Stored data entries:
:::::
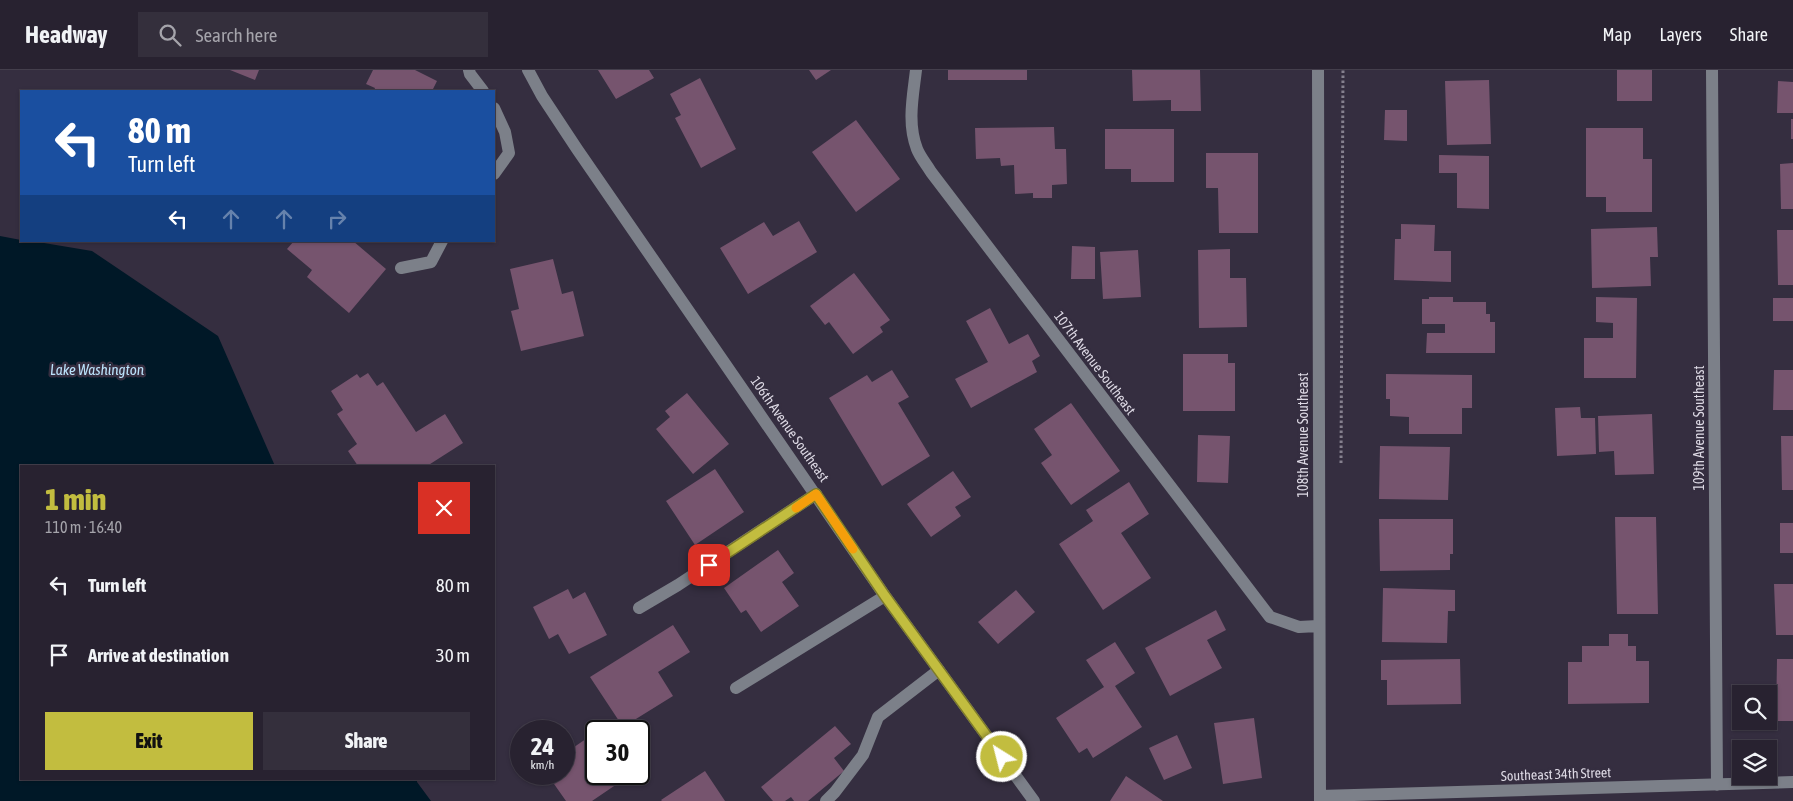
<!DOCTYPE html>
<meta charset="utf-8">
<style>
body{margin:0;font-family:"Asap Condensed",sans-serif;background:#342f3c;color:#f1f3f6;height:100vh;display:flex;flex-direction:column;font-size:19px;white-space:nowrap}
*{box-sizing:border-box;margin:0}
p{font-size:16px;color:#a5a4ab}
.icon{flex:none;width:28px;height:28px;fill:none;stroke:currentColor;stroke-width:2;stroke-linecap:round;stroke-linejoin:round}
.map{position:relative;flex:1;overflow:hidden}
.sheet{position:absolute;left:20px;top:395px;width:475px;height:315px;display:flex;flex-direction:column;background:#282230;border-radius:0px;box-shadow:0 1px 4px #0004,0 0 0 1px #443f4c}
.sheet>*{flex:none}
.top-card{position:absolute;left:20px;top:20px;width:475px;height:152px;border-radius:0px;box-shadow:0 1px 4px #0004,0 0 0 1px #443f4c;background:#1a4fa0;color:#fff;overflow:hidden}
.fabs{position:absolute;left:1732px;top:615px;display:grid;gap:10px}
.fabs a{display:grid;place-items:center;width:45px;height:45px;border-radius:0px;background:#282230;box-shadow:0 1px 4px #0004,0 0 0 1px #443f4c;font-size:25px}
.speed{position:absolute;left:510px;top:650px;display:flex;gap:10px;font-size:25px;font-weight:700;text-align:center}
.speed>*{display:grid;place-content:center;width:65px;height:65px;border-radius:50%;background:#282230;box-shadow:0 1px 4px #0004,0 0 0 1px #443f4c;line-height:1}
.speed small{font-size:12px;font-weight:400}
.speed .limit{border:2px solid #111;border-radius:8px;background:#fff;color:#111}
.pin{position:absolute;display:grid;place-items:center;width:42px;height:42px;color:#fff;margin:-21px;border-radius:10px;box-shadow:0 2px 8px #0006}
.me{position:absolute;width:55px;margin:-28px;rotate:324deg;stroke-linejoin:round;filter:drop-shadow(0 0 4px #0008)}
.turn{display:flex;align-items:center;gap:18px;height:105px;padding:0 25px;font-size:22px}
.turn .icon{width:65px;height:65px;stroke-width:2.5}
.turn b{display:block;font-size:35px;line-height:42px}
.lanes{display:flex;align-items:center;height:48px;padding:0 25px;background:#0003;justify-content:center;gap:25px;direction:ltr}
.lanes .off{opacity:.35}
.round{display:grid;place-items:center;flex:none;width:52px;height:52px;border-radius:0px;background:#342f3c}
.summary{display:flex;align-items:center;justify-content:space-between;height:85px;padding:0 25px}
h1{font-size:30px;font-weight:800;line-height:38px;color:#c2bd3f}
.cta{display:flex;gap:10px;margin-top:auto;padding:10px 25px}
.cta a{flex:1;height:58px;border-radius:0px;background:#c2bd3f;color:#111;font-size:20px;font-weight:800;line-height:58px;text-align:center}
.cta a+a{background:#342f3c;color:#f1f3f6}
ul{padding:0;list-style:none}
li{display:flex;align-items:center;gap:15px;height:70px;padding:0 25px}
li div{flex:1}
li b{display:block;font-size:19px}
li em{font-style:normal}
header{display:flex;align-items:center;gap:30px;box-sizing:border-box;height:70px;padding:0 25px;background:#282230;border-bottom:1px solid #443f4c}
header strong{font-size:24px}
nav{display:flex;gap:28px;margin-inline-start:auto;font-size:18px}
.search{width:350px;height:45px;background:#342f3c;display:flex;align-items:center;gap:12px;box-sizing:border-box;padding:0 18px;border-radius:0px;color:#a5a4ab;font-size:19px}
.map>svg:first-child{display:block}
.water{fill:#001827}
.building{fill:#76546e}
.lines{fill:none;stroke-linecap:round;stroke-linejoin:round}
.path{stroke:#85808e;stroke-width:3;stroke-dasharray:2.5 2.5;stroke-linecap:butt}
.minor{stroke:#7c8089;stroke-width:12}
.route-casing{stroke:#7e7b29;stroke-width:12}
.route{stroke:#c2bd3f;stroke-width:9}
.slow{stroke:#f59e0b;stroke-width:9}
.labels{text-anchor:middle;stroke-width:5;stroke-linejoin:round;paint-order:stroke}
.street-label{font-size:14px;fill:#ddd9e4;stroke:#352e40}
.water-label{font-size:15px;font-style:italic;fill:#bce2fb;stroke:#352e40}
</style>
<header>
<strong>Headway</strong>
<div class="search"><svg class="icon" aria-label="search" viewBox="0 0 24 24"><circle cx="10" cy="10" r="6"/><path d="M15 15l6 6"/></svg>Search here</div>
<nav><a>Map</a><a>Layers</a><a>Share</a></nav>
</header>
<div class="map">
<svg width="1793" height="731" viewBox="0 0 1793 731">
<rect width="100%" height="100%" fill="#352e40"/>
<!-- water -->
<path class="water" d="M0 166 21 170V171H32L92 181 218 266 275 396H21V709H417V712L431 731H0Z"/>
<!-- building -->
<path class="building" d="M230 0H259L255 10Z
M373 0H415L437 11 432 21H374L375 18 366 14Z
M598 0H649L654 8 616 29Z
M809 0H831L816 10Z
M948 0H1027V10H948Z
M1132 0H1200L1201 41H1171V30L1133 31Z
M1617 0H1652V31H1617Z
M700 8 736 79 701 98 675 48 681 45 670 24Z
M1489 10 1491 74 1447 75 1445 11Z
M1778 11 1793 12V43H1777Z
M1385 40H1407V71L1384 70Z
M1791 49H1793V69H1791Z
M856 50 900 109 856 142 812 82Z
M1054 57 1055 79H1066L1067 114 1052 115V128H1033V123L1015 124 1014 95 1001 96 1000 88 976 89 975 58Z
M1586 58H1643V89H1652V142H1606V127H1586Z
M1105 59H1174V112H1131V99H1105Z
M1206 83H1258V163H1219L1218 118H1206Z
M1439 85 1489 86V139L1457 138V103H1439Z
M1793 93V139H1781L1780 94Z
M799 151 817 182 748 224 720 178 764 152 773 166Z
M1401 154 1435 155 1434 181H1451V212L1394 210 1395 169H1401Z
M1657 157 1658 187H1650L1651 216 1592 218 1591 159Z
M1777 160H1793V215H1778Z
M294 171H353L386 199 349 243 307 207 312 200 287 179Z
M1072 176 1095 177V209H1071Z
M1230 179V208H1246L1247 257 1199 258 1198 180Z
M1138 180 1141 227 1103 229 1100 182Z
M553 189 562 224 573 221 584 266 521 281 511 241 519 239 510 199Z
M854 203 890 250 880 257 883 262 853 284 829 252 825 255 810 236Z
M1429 227H1453V232H1486V244H1490V252H1495V283H1426L1427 263H1445V254H1422V229H1429Z
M1596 227 1637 228 1636 308H1584V268H1613V253L1596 252Z
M1773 228H1793V251H1773Z
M990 238 1009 274 1028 264 1040 286 1032 291 1037 302 971 338 955 309 988 292 966 251Z
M1183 284H1228V293H1235V341H1183Z
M892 300 909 327 898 333 930 386 882 416 829 328 867 305 872 312Z
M1774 300H1793V340H1773Z
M368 303 377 316 383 312 416 362 445 344 463 373 427 396H358L348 381 357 374 337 344 343 340 331 321 357 304 360 308Z
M1386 304 1472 305V338H1462V364H1409V347L1390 346V329H1386Z
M687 323 729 374 693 404 656 359 670 347 665 341Z
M1071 333 1120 401 1071 435 1041 393 1052 385 1034 359Z
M1580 337 1581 348H1595L1596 384 1557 386 1555 338Z
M1652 344 1654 404 1615 405 1614 381 1599 382 1598 346Z
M1198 365 1230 366 1228 413 1197 412Z
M1781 366H1793V420H1782Z
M1380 376 1450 377 1448 430 1379 429Z
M715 399 744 442 695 475 666 431Z
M953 401 971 427 955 437 961 446 931 467 907 434Z
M1129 412 1149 444 1121 463 1151 508 1103 540 1059 474 1093 451 1086 440Z
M1615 447H1656L1658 544H1617Z
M1379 449H1453V484H1450V500L1380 501Z
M1780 453H1793V483H1780Z
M778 480 794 503 782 512 799 536 761 562 746 540 741 543 724 518Z
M1774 514H1793V565H1776Z
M1383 518 1455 520V541H1448L1447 573 1382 572Z
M568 519 573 529 585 522 607 565 569 584 558 564 549 569 533 537Z
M1016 520 1035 542 998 574 978 552Z
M1216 540 1226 560 1207 570 1222 598 1170 626 1145 578Z
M673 555 690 582 658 602 673 626 623 657 590 607Z
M1609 564H1628V576H1636V591H1649V633L1568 634V592H1582V576H1609Z
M1115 572 1135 603 1115 616 1142 657 1093 688 1087 678 1079 683 1056 648 1104 617 1086 590Z
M1460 589 1461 634 1387 635V610H1381V590Z
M1777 589H1793V651H1776Z
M1254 648 1262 708 1223 714 1214 653Z
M614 650 621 661H597Z
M835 656 851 674 834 688 844 701 808 731H794L791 727 785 731H773L761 717Z
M596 662V704H611L617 714 592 731H566L547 704H564V684Z
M1177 665 1192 698 1164 710 1149 678Z
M705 701 725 731H662L661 730Z
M1126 706 1163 731H1110Z"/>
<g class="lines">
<!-- path -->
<path class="path" d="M1341 393 1343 0"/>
<!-- minor -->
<path class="minor" d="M469 0 470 4 483 21
M528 0 542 26 577 79 885 526 1034 731
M916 0C913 26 907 53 917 79 920 87 927 95 931 102L1270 547 1299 557 1318 556
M1318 0 1320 731
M1712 0 1717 715
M494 38 505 62 509 83 494 104
M401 198 431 192 442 171
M639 538 678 515 816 424
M736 618 885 526
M1320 726 1793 712
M826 731 835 722 863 685 878 647 939 600"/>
</g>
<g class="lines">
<defs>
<path id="route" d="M709 495 816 424 885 526 1002 687"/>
</defs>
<!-- route casing -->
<use href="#route" class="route-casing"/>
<!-- route -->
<use href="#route" class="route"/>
<!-- slow -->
<path class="slow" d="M796 438 816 424 853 479"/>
</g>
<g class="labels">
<!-- street labels -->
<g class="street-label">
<text transform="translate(1095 293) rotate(53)" y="5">107th Avenue Southeast</text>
<text transform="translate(1699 358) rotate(-90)" y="5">109th Avenue Southeast</text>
<text transform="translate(790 359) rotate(55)" y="5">106th Avenue Southeast</text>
<text transform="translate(1303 365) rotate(-90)" y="5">108th Avenue Southeast</text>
<text transform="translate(1556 704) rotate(-2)" y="5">Southeast 34th Street</text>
</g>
<!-- water labels -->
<g class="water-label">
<text x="97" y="305">Lake Washington</text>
</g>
</g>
</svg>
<div class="fabs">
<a><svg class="icon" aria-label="search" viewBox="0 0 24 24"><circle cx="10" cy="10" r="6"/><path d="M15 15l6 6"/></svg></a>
<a><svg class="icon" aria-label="layers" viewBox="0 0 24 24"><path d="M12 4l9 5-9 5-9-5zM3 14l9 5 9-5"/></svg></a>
</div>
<div class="speed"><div>24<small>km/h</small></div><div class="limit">30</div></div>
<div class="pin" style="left:709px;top:495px;background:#d93025"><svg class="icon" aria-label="arrive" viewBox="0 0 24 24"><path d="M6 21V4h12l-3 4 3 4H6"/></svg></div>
<svg class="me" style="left:1002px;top:687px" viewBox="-20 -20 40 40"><circle r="17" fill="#c2bd3f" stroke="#fff" stroke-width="3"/><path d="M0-11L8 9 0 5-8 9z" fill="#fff"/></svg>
<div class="top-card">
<div class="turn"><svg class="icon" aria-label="left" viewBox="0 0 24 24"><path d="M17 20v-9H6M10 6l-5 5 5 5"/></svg><div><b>80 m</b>Turn left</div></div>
<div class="lanes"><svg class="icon" aria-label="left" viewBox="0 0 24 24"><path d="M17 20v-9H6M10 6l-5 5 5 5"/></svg><svg class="icon off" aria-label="ahead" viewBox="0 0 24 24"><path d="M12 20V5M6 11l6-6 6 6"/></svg><svg class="icon off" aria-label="ahead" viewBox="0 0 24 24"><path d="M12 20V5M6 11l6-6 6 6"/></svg><svg class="icon off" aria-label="right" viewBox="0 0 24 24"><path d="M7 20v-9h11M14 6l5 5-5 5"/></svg></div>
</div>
<section class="sheet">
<div class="summary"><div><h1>1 min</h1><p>110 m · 16:40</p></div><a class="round" style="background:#d93025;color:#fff"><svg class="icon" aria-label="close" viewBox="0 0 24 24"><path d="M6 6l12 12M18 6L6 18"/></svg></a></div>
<ul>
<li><svg class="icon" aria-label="left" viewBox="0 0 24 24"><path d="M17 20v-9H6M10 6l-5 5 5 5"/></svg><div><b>Turn left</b></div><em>80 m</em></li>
<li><svg class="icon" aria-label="arrive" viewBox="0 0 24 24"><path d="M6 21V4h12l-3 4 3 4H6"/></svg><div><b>Arrive at destination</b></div><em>30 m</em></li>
</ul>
<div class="cta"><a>Exit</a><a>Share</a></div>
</section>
</div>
:::::
Your task:
What lines above contain "small"? Copy them out.

Answer box:
.speed small{font-size:12px;font-weight:400}
<div class="speed"><div>24<small>km/h</small></div><div class="limit">30</div></div>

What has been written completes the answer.